To safely and legally process personal data in the light of GDPR, you should abide by several principles. Those are lawfulness, fairness, transparency, adequacy, relevance, limitedness, accuracy, storage limitation, integrity, and confidentiality.
Below you will read about how The Munro Agency abides by those principles and what actions you should, or shouldn’t, take to use The Munro Agency in accordance with GDPR.
As data administrator, you should make sure your actions are transparent and the purpose of processing data is legitimate. It means you should be always able to prove that you had legitimate reasons to process personal data of EU citizens. You also need to be able to describe the whole process of obtaining the personal data you use.
As a data processor, The Munro Agency processes only the data necessary in relation to the purposes for which it is processed. We do not collect or process any sensitive data such as gender, race, ethnic background, political views, etc.
The Munro Agency processes its users’ data as long as they have a The Munro Agency account (either trial account or a premium account), or until they express their wish for their personal data to be removed from our user base.
Munro Agency users can also request deletion of their data by contacting the support team at support[at]munro.agency
If, at The Munro Agency, we decide to contact an EU citizen, who has not been a Munro Agency user or email list subscriber, we will do so only if we have a clear reason to claim that this is a contact relevant to our business purposes, and that at the same time, this contact could be beneficial to the contacted person.
If a person asks us to stop contacting them, The Munro Agency we will always respect that request and stop further contact immediately.
As data administrator, you can process personal data of EU citizens who have granted you permission to process their data by subscribing to one of your mailing lists. GDPR does not forbid cold emailing though, as long as you follow the data processing rules described in the regulation.
If you decide to contact a person who has not subscribed for email correspondence, and has not been in any business relationship with you before (cold email), you should have a clear reason to claim that this will be a contact relevant to your business purposes, and that at the same time this contact could be beneficial to the contacted person. If you place an offer in your cold email, the offer should be logically connected to the specifics of your prospect’s business.
You are required to inform your cold email recipient that you’re processing their data and how you process it. The email should also contain a clear and easily available information about how your prospect can request change or removal of their personal data.

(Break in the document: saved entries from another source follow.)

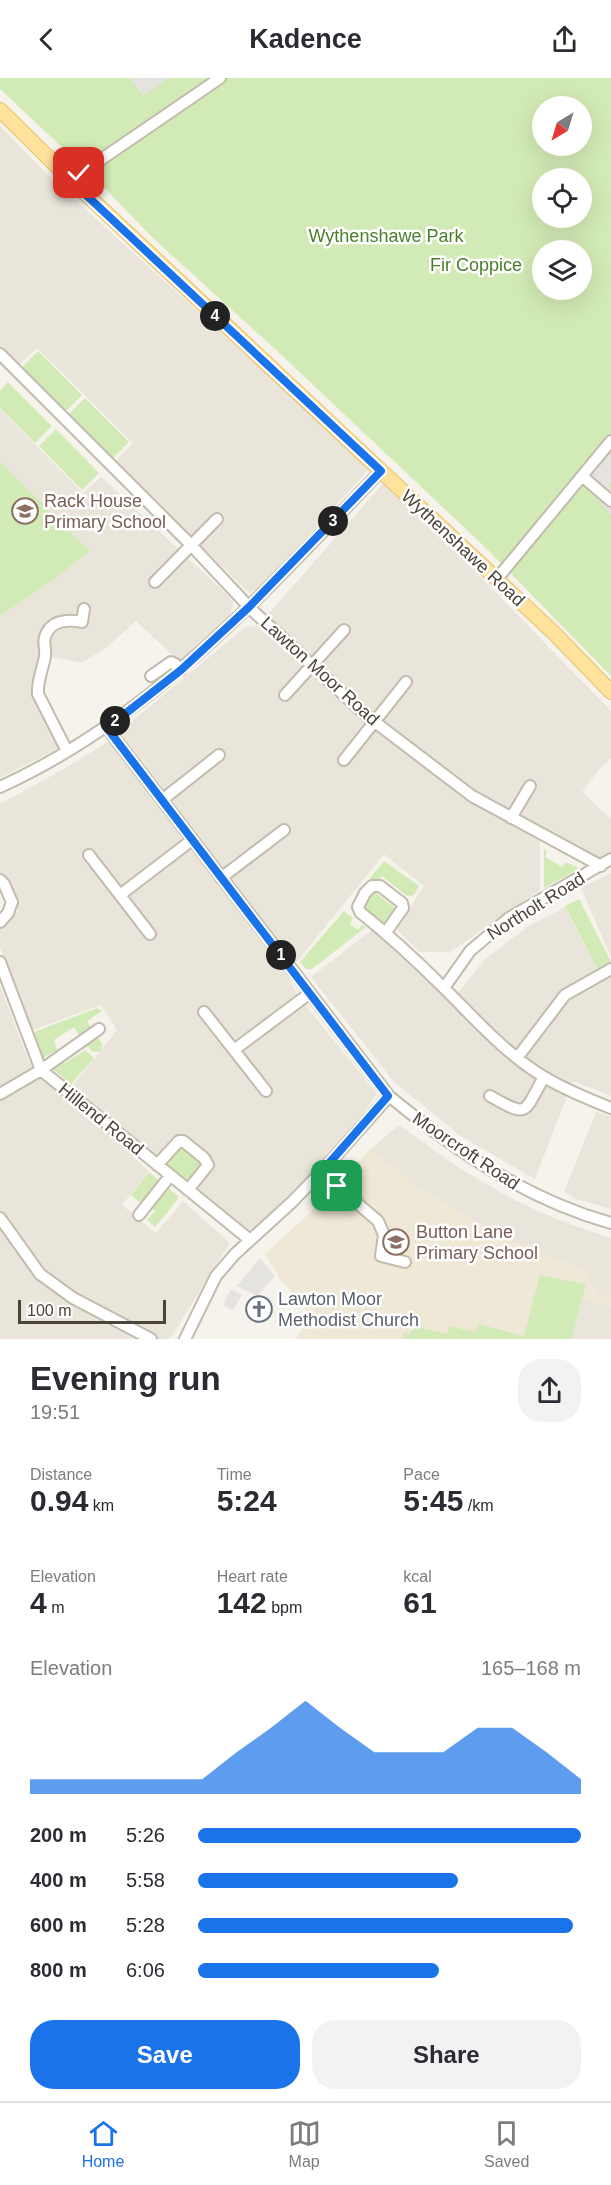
<!DOCTYPE html>
<meta charset="utf-8">
<style>
body{margin:0;font-family:Helvetica,sans-serif;background:#f2f2f3;color:#2b2b33;height:100vh;display:flex;flex-direction:column;font-size:22px;white-space:nowrap}
*{box-sizing:border-box;margin:0}
p{font-size:20px;color:#7c7c81}
.icon{flex:none;width:33px;height:33px;fill:none;stroke:currentColor;stroke-width:2;stroke-linecap:round;stroke-linejoin:round}
.map{position:relative;height:1261px;overflow:hidden}
.sheet{display:flex;flex-direction:column;background:#fff;flex:1}
.sheet>*{flex:none}
.needle{width:39px;rotate:218deg}
.controls{position:absolute;left:532px;top:18px;display:grid;gap:12px}
.controls a{display:grid;place-items:center;width:60px;height:60px;border-radius:50%;background:#fff;box-shadow:0 6px 24px #0002;font-size:30px}
.scale{position:absolute;left:18px;bottom:15px;width:148px;box-sizing:border-box;padding-left:6px;border:3px solid #4b4439;border-top:0;font-size:16px;line-height:21px;white-space:nowrap;color:#4b4439;-webkit-text-stroke:4px #fff;paint-order:stroke}
.pin{position:absolute;display:grid;place-items:center;width:51px;height:51px;color:#fff;margin:-26px;border-radius:12px;box-shadow:0 3px 9px #0006}
.km{position:absolute;width:30px;height:30px;margin:-15px;border-radius:50%;background:#222;color:#fff;font-size:16px;line-height:30px;text-align:center}
.round{display:grid;place-items:center;flex:none;width:63px;height:63px;border-radius:24px;background:#f2f2f3}
.headline{display:flex;align-items:center;justify-content:space-between;height:102px;padding:0 30px}
h1{font-size:33px;font-weight:800;line-height:45px}
.figures{display:grid;grid-template-columns:repeat(3,1fr);gap:9px;height:102px;padding:6px 30px}
.figures div{display:grid;align-content:center}
.figures b{font-size:30px;font-weight:800}
.figures small{font-size:16px;font-weight:400}
.figures p{font-size:16px}
.chart{height:168px;padding:12px 30px}
.chart p{display:flex;justify-content:space-between}
.chart svg{width:100%;height:108px;margin-top:6px;fill:#1a73e8;opacity:.7}
.cta{display:flex;gap:12px;margin-top:auto;padding:12px 30px}
.cta a{flex:1;height:69px;border-radius:24px;background:#1a73e8;color:#fff;font-size:24px;font-weight:800;line-height:69px;text-align:center}
.cta a+a{background:#f2f2f3;color:#2b2b33}
ul{padding:0 30px;list-style:none;font-size:20px}
li{display:grid;grid-template-columns:96px 72px 1fr;align-items:center;height:45px}
li i{height:15px;border-radius:8px;background:#1a73e8}
header{display:flex;justify-content:space-between;align-items:center;height:78px;padding:0 30px;background:#fff;font-size:27px;font-weight:800}
.tab-bar{display:flex;justify-content:space-around;align-items:center;height:84px;border-top:2px solid #e1e1e2;background:#fff;font-size:16px;color:#7c7c81}
.tab-bar a{display:grid;justify-items:center;gap:3px}
.tab-bar .on{color:#1a73e8}
.map>svg:first-child{display:block}
.residential{fill:#eae5da}
.education{fill:#efe8d6}
.green{fill:#d2eab5;fill-rule:evenodd}
.parking{fill:#e5e3e0}
.lines{fill:none;stroke-linecap:round;stroke-linejoin:round}
.minor-casing{stroke:#c2bbae;stroke-width:14}
.major-casing{stroke:#e6c16a;stroke-width:16}
.minor{stroke:#fff;stroke-width:10}
.major{stroke:#ffe39c;stroke-width:14}
.route-casing{stroke:#fff;stroke-width:12}
.route{stroke:#1a73e8;stroke-width:8}
.labels{text-anchor:middle;dominant-baseline:central;stroke-width:5;stroke-linejoin:round;paint-order:stroke}
.park-label{font-size:18px;fill:#4a7f2a;stroke:#fff}
.education-label{font-size:18px;fill:#785e54;stroke:#fff;text-anchor:start}
.street-label{font-size:18px;fill:#4b4439;stroke:#fff}
.worship-label{font-size:18px;fill:#5b616d;stroke:#fff;text-anchor:start}
</style>
<header><svg class="icon" aria-label="back" viewBox="0 0 24 24"><path d="M15 5l-7 7 7 7"/></svg>Kadence<svg class="icon" aria-label="share" viewBox="0 0 24 24"><path d="M12 15V3M7 8l5-5 5 5M5 13v7h14v-7"/></svg></header>
<div class="map">
<svg width="611" height="1261" viewBox="0 0 611 1261">
<rect width="100%" height="100%" fill="#f6f3ec"/>
<path class="residential" d="M0 48 51 100 370 390 262 508 249 515 115 384 133 365 37 270 18 288 0 269Z
M0 331 83 415 101 399 234 523 229 539 179 583 136 543 107 569 82 585 46 578 31 614 59 670 0 700V538L52 503 90 473 0 384Z
M386 402 611 633V681L601 689 582 714 611 741V775L600 782 540 751V812L450 874H420L396 851 424 808 384 776 287 896 298 918 377 1016 342 1063 255 1151 245 1152 194 1109 211 1088 180 1060H172L157 1080 73 1007 117 952 101 927 33 952 0 870V846L19 833 0 796V726L62 692 106 665 245 549 258 548Z
M611 795V879L581 810Z
M565 829 603 902 611 899V1018L573 1003 535 1101 462 1059 395 1005 311 899 372 852 452 923 484 882 527 849Z
M0 908 29 984 149 1093 122 1127 156 1155 183 1123 230 1165 170 1261H0Z
M596 1034 611 1038V1131L576 1121 564 1114Z
M399 1047 461 1091 514 1122 561 1143 611 1160V1220L596 1214 588 1201 589 1194 534 1173 477 1145 418 1110 369 1072Z
M582 1220 611 1228V1261H571Z"/>
<path class="education" d="M369 1072 418 1110 477 1145 534 1173 589 1194 588 1201 596 1214 611 1219V1228L582 1220 571 1261H296L311 1238 280 1201 265 1176 331 1115Z"/>
<path class="green" d="M0 0H611V598L486 470 274 270 153 160 96 101 0 11ZM543 28H582V68H543ZM543 100H582V140H543ZM543 172H582V212H543Z
M38 273 82 317 65 334 21 290Z
M8 304 52 348 35 365 0 330V313Z
M85 320 129 364 112 381 68 337Z
M56 351 99 395 82 412 39 368Z
M0 384 90 473 52 503 0 538Z
M544 771 547 773 545 779 562 789 566 784 577 789V792L544 810Z
M384 783 419 808 414 817 407 818 382 798 377 804 370 800Z
M374 814 394 829C394 838 389 843 380 846L363 834C363 824 364 819 374 814Z
M579 821 611 884 598 892 565 828Z
M344 833 353 840 350 846 358 852 362 847 366 849 312 891H306L300 884Z
M97 930 102 933 87 943 91 950 79 958 74 949 54 962 57 972 43 980 34 954Z
M95 955 103 967 100 973 93 974 83 964Z
M85 972 94 980 71 1006 49 988 58 981 64 986Z
M179 1067 200 1083 201 1089 189 1103 162 1083Z
M149 1094 161 1104 143 1127 131 1117Z
M169 1111 178 1118V1121L155 1149 147 1142 155 1133 150 1128 164 1112Z
M540 1197 586 1206 571 1261H403L404 1255 408 1256 417 1249 447 1256 449 1248 475 1254 478 1246 524 1258Z"/>
<path class="parking" d="M130 0H169L143 18Z
M611 373V404L608 408 611 411V436L583 406Z
M260 1180 275 1198 257 1218 237 1208Z
M231 1211 242 1217 233 1232 223 1227Z"/>
<g class="lines">
<g class="minor-casing">
<path id="minor" d="M71 102 220 0
M0 276 191 467 253 533 367 638 472 718 601 788
M582 398 611 423
M496 502 611 363
M155 504 217 441
M151 598 171 584 175 586 181 592
M285 617 344 552
M107 650 389 1018C456 1073 526 1121 611 1145
M67 673 38 616C37 602 43 591 45 578 46 571 43 564 45 559 50 542 68 541 82 544L84 531
M344 682 406 604
M0 709C154 639 266 512 381 393
M162 722 219 677
M511 740 530 708
M89 777 150 856
M221 800 284 752
M0 802 4 806 12 824 8 835 0 844
M120 817 192 762
M386 854 403 830 402 825 380 808H372L365 815 358 829 360 834C390 858 418 884 445 911 476 942 506 976 544 999 566 1012 588 1021 611 1030
M0 884 41 992 250 1162
M444 910 470 873 509 840 611 781
M204 934 266 1013
M234 972 310 915
M517 980 565 917 611 891
M0 1016 41 992 99 951
M490 1018C529 1040 523 1036 544 999
M157 1087 179 1063H183L204 1080 208 1087 188 1112
M324 1091 337 1108 378 1143 384 1157 381 1178 405 1184
M139 1137 170 1098
M0 1140 40 1196 73 1220 151 1261
M185 1261 216 1198 235 1176 292 1124 324 1091 389 1018"/>
</g>
<g class="major-casing">
<path id="major" d="M0 32 71 102 555 556 611 614"/>
</g>
<use href="#minor" class="minor"/>
<use href="#major" class="major"/>
</g>
<g class="lines">
<g class="route-casing">
<path id="route" d="M79 95 70 102 381 393 249 529 181 592 107 650 388 1018 324 1091 337 1108"/>
</g>
<use href="#route" class="route"/>
</g>
<defs>
<g id="school-ring" transform="scale(1.35)"><circle r="9.5" fill="#fff" stroke="#8d6e63" stroke-width="1.5"/><path d="M0-5L7-2L0 1L-7-2ZM-4 1L0 2.5L4 1V4Q0 6-4 4Z" fill="#8d6e63"/></g>
<g id="church-ring" transform="scale(1.35)"><circle r="9.5" fill="#fff" stroke="#6b7280" stroke-width="1.5"/><path d="M-1.2-6h2.4v3.5h3.3v2.4h-3.3V6h-2.4V-.1h-3.3v-2.4h3.3Z" fill="#6b7280"/></g>
</defs>
<g fill-rule="evenodd">
<use href="#school-ring" x="25" y="433"/>
<use href="#school-ring" x="396" y="1164"/>
<use href="#church-ring" x="259" y="1231"/>
</g>
<g class="labels">
<g class="park-label">
<text x="386" y="158">Wythenshawe Park</text>
<text x="476" y="187">Fir Coppice</text>
</g>
<g class="education-label">
<text x="44" y="423">Rack House<tspan x="44" dy="21">Primary School</tspan></text>
<text x="416" y="1154">Button Lane<tspan x="416" dy="21">Primary School</tspan></text>
</g>
<g class="street-label">
<text transform="translate(463 470) rotate(43)">Wythenshawe Road</text>
<text transform="translate(320 593) rotate(42)">Lawton Moor Road</text>
<text transform="translate(536 828) rotate(-32)">Northolt Road</text>
<text transform="translate(101 1041) rotate(39)">Hillend Road</text>
<text transform="translate(466 1073) rotate(34)">Moorcroft Road</text>
</g>
<g class="worship-label">
<text x="278" y="1221">Lawton Moor<tspan x="278" dy="21">Methodist Church</tspan></text>
</g>
</g>
</svg>
<div class="controls">
<a><svg class="needle" viewBox="-14 -14 28 28"><path d="M0-13l5 13h-10z" fill="#e53935"/><path d="M0 13l5-13h-10z" fill="#7c7c81"/></svg></a>
<a><svg class="icon" aria-label="locate" viewBox="0 0 24 24"><circle cx="12" cy="12" r="6"/><path d="M12 2v4M12 18v4M2 12h4M18 12h4"/></svg></a>
<a><svg class="icon" aria-label="layers" viewBox="0 0 24 24"><path d="M12 4l9 5-9 5-9-5zM3 14l9 5 9-5"/></svg></a>
</div>
<div class="scale">100 m</div>
<div class="pin" style="left:337px;top:1108px;background:#1e9e55"><svg class="icon" aria-label="arrive" viewBox="0 0 24 24"><path d="M6 21V4h12l-3 4 3 4H6"/></svg></div>
<div class="pin" style="left:79px;top:95px;background:#d93025"><svg class="icon" aria-label="check" viewBox="0 0 24 24"><path d="M5 12l5 5 9-10"/></svg></div>
<b class="km" style="left:281px;top:877px">1</b>
<b class="km" style="left:115px;top:643px">2</b>
<b class="km" style="left:333px;top:443px">3</b>
<b class="km" style="left:215px;top:238px">4</b>
</div>
<section class="sheet">
<div class="headline"><div><h1>Evening run</h1><p>19:51</p></div><a class="round"><svg class="icon" aria-label="share" viewBox="0 0 24 24"><path d="M12 15V3M7 8l5-5 5 5M5 13v7h14v-7"/></svg></a></div>
<div class="figures">
<div><p>Distance</p><b>0.94<small> km</small></b></div>
<div><p>Time</p><b>5:24</b></div>
<div><p>Pace</p><b>5:45<small> /km</small></b></div>
</div>
<div class="figures">
<div><p>Elevation</p><b>4<small> m</small></b></div>
<div><p>Heart rate</p><b>142<small> bpm</small></b></div>
<div><p>kcal</p><b>61</b></div>
</div>
<div class="chart"><p><span>Elevation</span>165–168 m</p>
<svg viewBox="0 0 160 44" preserveAspectRatio="none"><path d="M0 44V38L10 38L20 38L30 38L40 38L50 38L60 27L70 17L80 6L90 17L100 27L110 27L120 27L130 17L140 17L150 27L160 38V44z"/></svg>
</div>
<ul>
<li><b>200 m</b>5:26<i style="width:100%"></i></li>
<li><b>400 m</b>5:58<i style="width:68%"></i></li>
<li><b>600 m</b>5:28<i style="width:98%"></i></li>
<li><b>800 m</b>6:06<i style="width:63%"></i></li>
</ul>
<div class="cta"><a>Save</a><a>Share</a></div>
</section>
<nav class="tab-bar">
<a class="on"><svg class="icon" aria-label="home" viewBox="0 0 24 24"><path d="M3 11l9-7 9 7M6 9v11h12V9"/></svg>Home</a>
<a><svg class="icon" aria-label="map" viewBox="0 0 24 24"><path d="M3 6l6-2 6 2 6-2v14l-6 2-6-2-6 2zM9 4v14M15 6v14"/></svg>Map</a>
<a><svg class="icon" aria-label="saved" viewBox="0 0 24 24"><path d="M7 4h10v16l-5-4-5 4z"/></svg>Saved</a>
</nav>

You are obliged to immediately stop contacting prospects who expressed their wish not to be contacted again. If a prospect of yours demands that their data gets removed from your contact lists, you are obliged to remove it (in accordance with the ‘right to be forgotten’.)
You should process only the personal data that are necessary in relation to the purposes for which you process it. That means you should remove from your contact base all the personal data that are irrelevant to your email campaign, or be able to justify why a specific type of data is necessary for the goal you are trying to accomplish.
The Munro Agency will keep every user’s personal data no longer than it’s necessary for the purposes for which the personal data are processed. At the same time, each data owner can request an exact time limit of their data processing.
As data administrator, you need to make sure you don’t keep personal data of your prospects longer than it’s necessary for the purposes for which the personal data are processed.
In case of cold email campaigns, you shouldn’t process a non-responsive prospect’s data longer than it may be assumed to be necessary, namely one month after you tried to contact the person for the first time. That means you should always keep your prospect base updated.